- [PROVIDED RECORDS]:
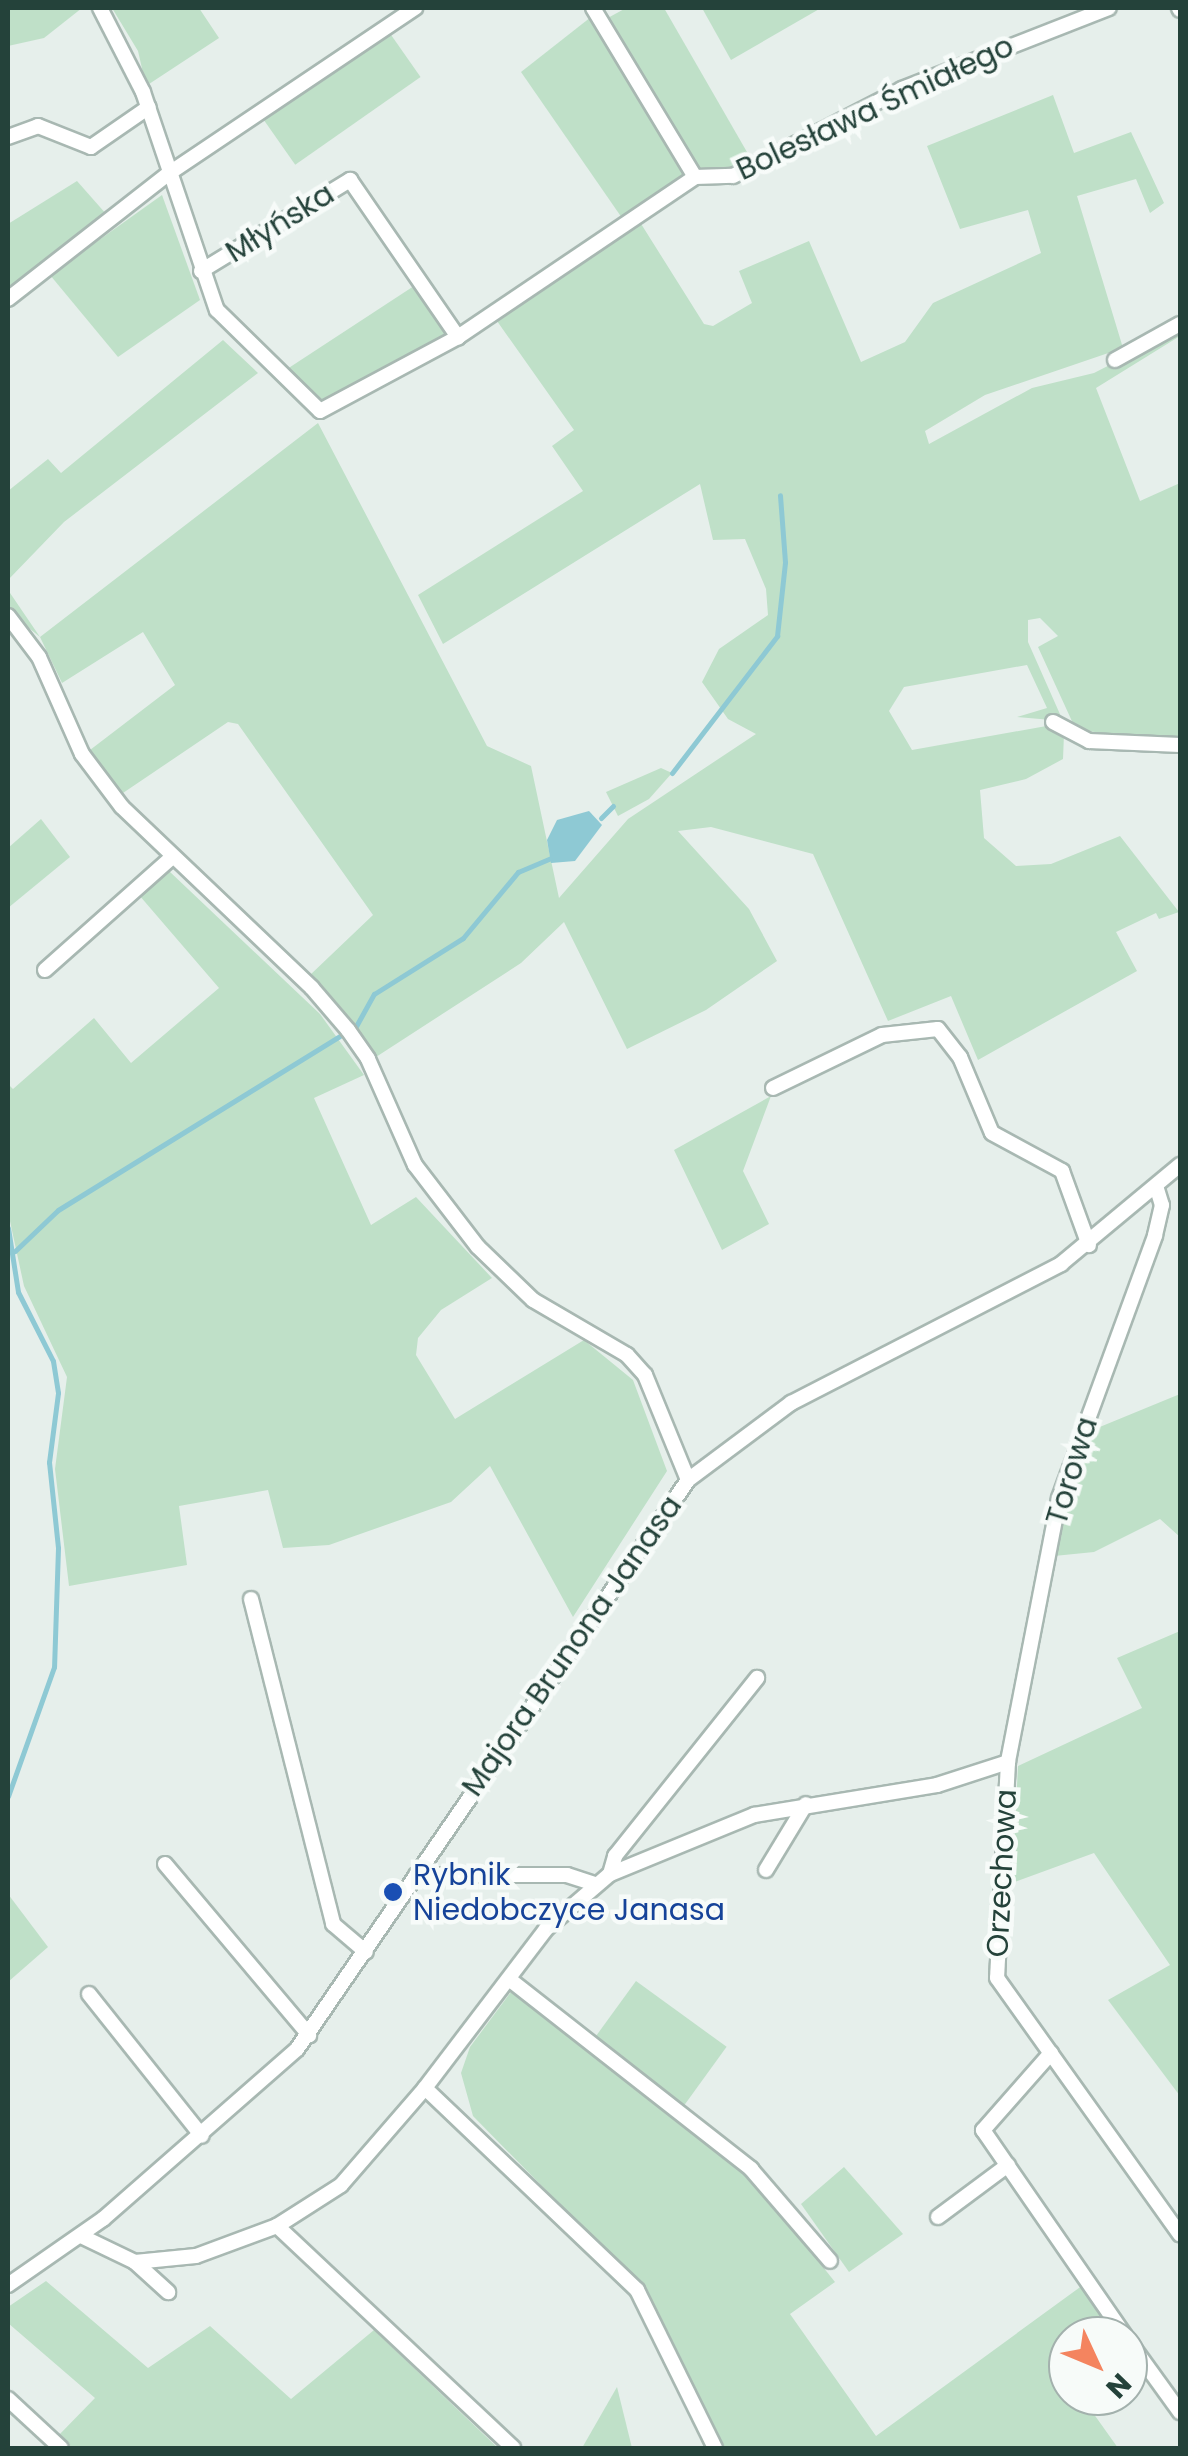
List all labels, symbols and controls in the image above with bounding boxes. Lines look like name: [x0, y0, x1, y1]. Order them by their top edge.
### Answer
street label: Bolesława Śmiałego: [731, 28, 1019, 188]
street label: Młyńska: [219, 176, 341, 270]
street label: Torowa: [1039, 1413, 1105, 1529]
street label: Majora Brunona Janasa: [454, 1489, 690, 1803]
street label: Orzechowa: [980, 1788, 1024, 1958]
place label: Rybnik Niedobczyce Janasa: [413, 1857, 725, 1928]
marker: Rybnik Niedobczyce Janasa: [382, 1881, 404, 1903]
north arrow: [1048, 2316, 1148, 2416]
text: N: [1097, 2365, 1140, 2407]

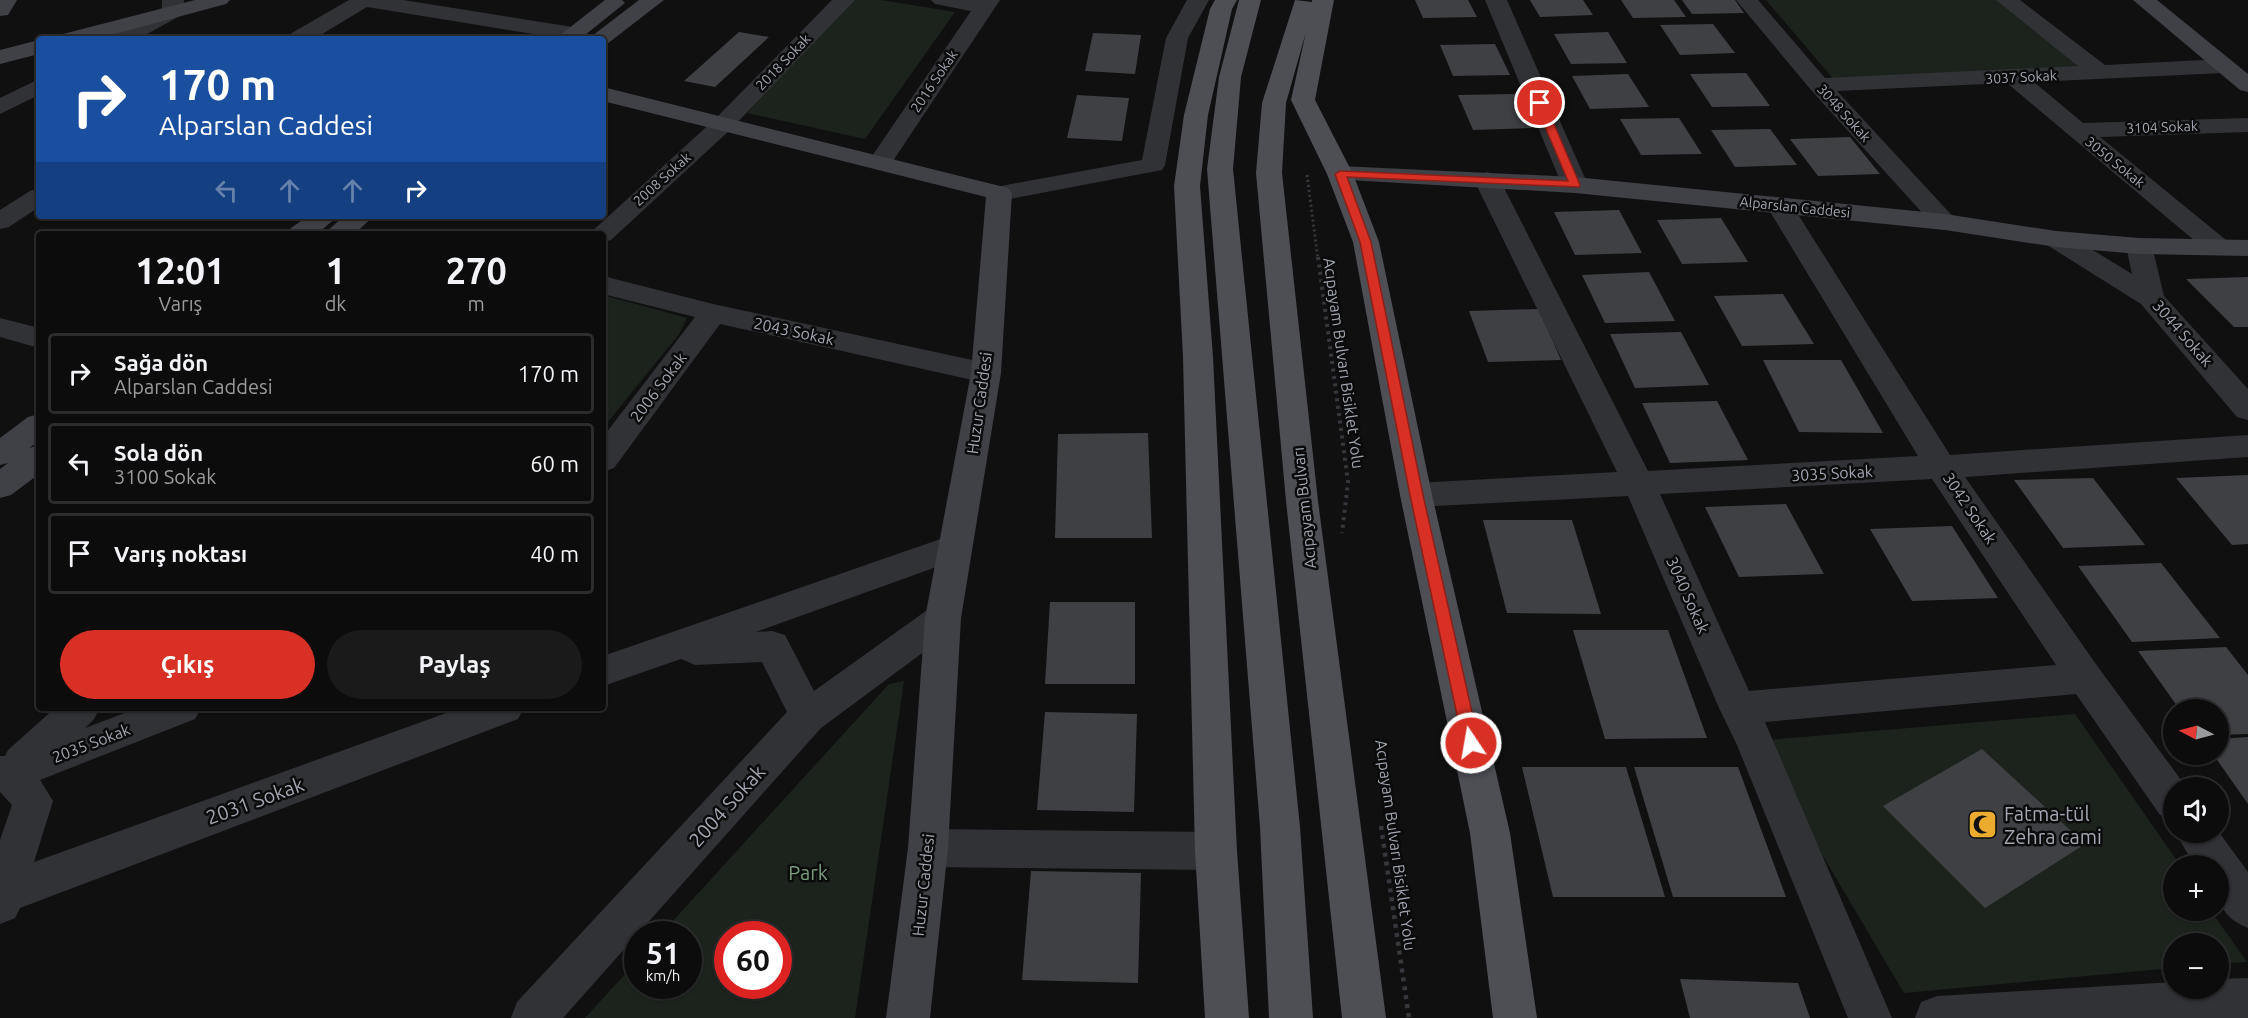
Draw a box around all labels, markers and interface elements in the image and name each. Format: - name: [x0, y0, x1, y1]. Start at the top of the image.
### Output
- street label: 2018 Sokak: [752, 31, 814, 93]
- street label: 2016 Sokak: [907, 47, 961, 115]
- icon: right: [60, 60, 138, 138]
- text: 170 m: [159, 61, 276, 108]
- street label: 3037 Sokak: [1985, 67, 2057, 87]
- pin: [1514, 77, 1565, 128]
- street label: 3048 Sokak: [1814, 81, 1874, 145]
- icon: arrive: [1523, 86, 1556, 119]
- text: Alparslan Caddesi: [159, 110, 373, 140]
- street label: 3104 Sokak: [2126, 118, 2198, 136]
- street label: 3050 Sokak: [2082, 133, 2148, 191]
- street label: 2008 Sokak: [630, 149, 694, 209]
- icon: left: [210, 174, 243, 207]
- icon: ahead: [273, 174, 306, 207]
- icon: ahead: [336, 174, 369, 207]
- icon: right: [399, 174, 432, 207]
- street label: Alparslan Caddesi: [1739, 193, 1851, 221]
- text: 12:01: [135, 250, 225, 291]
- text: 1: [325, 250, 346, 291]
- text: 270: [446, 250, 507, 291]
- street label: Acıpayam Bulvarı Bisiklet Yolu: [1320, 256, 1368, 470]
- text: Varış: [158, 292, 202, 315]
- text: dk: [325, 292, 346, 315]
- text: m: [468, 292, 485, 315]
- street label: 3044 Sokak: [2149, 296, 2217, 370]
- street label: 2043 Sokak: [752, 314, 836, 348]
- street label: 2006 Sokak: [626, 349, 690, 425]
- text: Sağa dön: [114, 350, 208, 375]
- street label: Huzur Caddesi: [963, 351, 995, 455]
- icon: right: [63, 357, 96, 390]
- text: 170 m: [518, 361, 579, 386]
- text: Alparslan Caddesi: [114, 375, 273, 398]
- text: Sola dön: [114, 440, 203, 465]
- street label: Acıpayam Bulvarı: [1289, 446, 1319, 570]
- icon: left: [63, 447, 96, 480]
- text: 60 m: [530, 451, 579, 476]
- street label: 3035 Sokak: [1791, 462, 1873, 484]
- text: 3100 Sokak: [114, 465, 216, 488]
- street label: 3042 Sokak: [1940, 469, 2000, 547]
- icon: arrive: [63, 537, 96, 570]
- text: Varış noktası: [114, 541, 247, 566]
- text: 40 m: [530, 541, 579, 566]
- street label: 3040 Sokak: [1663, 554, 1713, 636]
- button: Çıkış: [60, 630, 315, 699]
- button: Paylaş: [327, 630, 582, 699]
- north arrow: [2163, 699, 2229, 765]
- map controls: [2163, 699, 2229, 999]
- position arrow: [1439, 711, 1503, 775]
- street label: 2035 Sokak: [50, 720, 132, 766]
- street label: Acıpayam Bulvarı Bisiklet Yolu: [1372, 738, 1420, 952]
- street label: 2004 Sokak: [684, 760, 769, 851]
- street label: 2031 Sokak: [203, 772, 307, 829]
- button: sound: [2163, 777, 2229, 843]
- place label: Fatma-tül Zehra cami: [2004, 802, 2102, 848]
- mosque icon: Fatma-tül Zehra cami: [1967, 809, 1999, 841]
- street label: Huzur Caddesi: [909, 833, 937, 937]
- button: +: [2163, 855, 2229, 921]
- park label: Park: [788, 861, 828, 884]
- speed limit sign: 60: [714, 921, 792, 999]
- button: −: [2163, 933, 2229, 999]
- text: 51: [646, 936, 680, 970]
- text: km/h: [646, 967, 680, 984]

- [AIM OF THE TASK]: Only the pictures are to be excluded; all other parts of the records above are to be given exactly.

- [THE COMPLETED TASK]:
List all labels, symbols and controls in the image above with bounding boxes. Lines look like name: [x0, y0, x1, y1]. Order them by their top edge.
### Answer
street label: Bolesława Śmiałego: [731, 28, 1019, 188]
street label: Młyńska: [219, 176, 341, 270]
street label: Torowa: [1039, 1413, 1105, 1529]
street label: Majora Brunona Janasa: [454, 1489, 690, 1803]
street label: Orzechowa: [980, 1788, 1024, 1958]
place label: Rybnik Niedobczyce Janasa: [413, 1857, 725, 1928]
marker: Rybnik Niedobczyce Janasa: [382, 1881, 404, 1903]
north arrow: [1048, 2316, 1148, 2416]
text: N: [1097, 2365, 1140, 2407]

Draw a box around all labels, markers and interface elements in the image and name each. Format: - name: [x0, y0, x1, y1]. Start at the top of the image.
### Output
- street label: 2018 Sokak: [752, 31, 814, 93]
- street label: 2016 Sokak: [907, 47, 961, 115]
- icon: right: [60, 60, 138, 138]
- text: 170 m: [159, 61, 276, 108]
- street label: 3037 Sokak: [1985, 67, 2057, 87]
- pin: [1514, 77, 1565, 128]
- street label: 3048 Sokak: [1814, 81, 1874, 145]
- icon: arrive: [1523, 86, 1556, 119]
- text: Alparslan Caddesi: [159, 110, 373, 140]
- street label: 3104 Sokak: [2126, 118, 2198, 136]
- street label: 3050 Sokak: [2082, 133, 2148, 191]
- street label: 2008 Sokak: [630, 149, 694, 209]
- icon: left: [210, 174, 243, 207]
- icon: ahead: [273, 174, 306, 207]
- icon: ahead: [336, 174, 369, 207]
- icon: right: [399, 174, 432, 207]
- street label: Alparslan Caddesi: [1739, 193, 1851, 221]
- text: 12:01: [135, 250, 225, 291]
- text: 1: [325, 250, 346, 291]
- text: 270: [446, 250, 507, 291]
- street label: Acıpayam Bulvarı Bisiklet Yolu: [1320, 256, 1368, 470]
- text: Varış: [158, 292, 202, 315]
- text: dk: [325, 292, 346, 315]
- text: m: [468, 292, 485, 315]
- street label: 3044 Sokak: [2149, 296, 2217, 370]
- street label: 2043 Sokak: [752, 314, 836, 348]
- street label: 2006 Sokak: [626, 349, 690, 425]
- text: Sağa dön: [114, 350, 208, 375]
- street label: Huzur Caddesi: [963, 351, 995, 455]
- icon: right: [63, 357, 96, 390]
- text: 170 m: [518, 361, 579, 386]
- text: Alparslan Caddesi: [114, 375, 273, 398]
- text: Sola dön: [114, 440, 203, 465]
- street label: Acıpayam Bulvarı: [1289, 446, 1319, 570]
- icon: left: [63, 447, 96, 480]
- text: 60 m: [530, 451, 579, 476]
- street label: 3035 Sokak: [1791, 462, 1873, 484]
- text: 3100 Sokak: [114, 465, 216, 488]
- street label: 3042 Sokak: [1940, 469, 2000, 547]
- icon: arrive: [63, 537, 96, 570]
- text: Varış noktası: [114, 541, 247, 566]
- text: 40 m: [530, 541, 579, 566]
- street label: 3040 Sokak: [1663, 554, 1713, 636]
- button: Çıkış: [60, 630, 315, 699]
- button: Paylaş: [327, 630, 582, 699]
- north arrow: [2163, 699, 2229, 765]
- map controls: [2163, 699, 2229, 999]
- position arrow: [1439, 711, 1503, 775]
- street label: 2035 Sokak: [50, 720, 132, 766]
- street label: Acıpayam Bulvarı Bisiklet Yolu: [1372, 738, 1420, 952]
- street label: 2004 Sokak: [684, 760, 769, 851]
- street label: 2031 Sokak: [203, 772, 307, 829]
- button: sound: [2163, 777, 2229, 843]
- place label: Fatma-tül Zehra cami: [2004, 802, 2102, 848]
- mosque icon: Fatma-tül Zehra cami: [1967, 809, 1999, 841]
- street label: Huzur Caddesi: [909, 833, 937, 937]
- button: +: [2163, 855, 2229, 921]
- park label: Park: [788, 861, 828, 884]
- speed limit sign: 60: [714, 921, 792, 999]
- button: −: [2163, 933, 2229, 999]
- text: 51: [646, 936, 680, 970]
- text: km/h: [646, 967, 680, 984]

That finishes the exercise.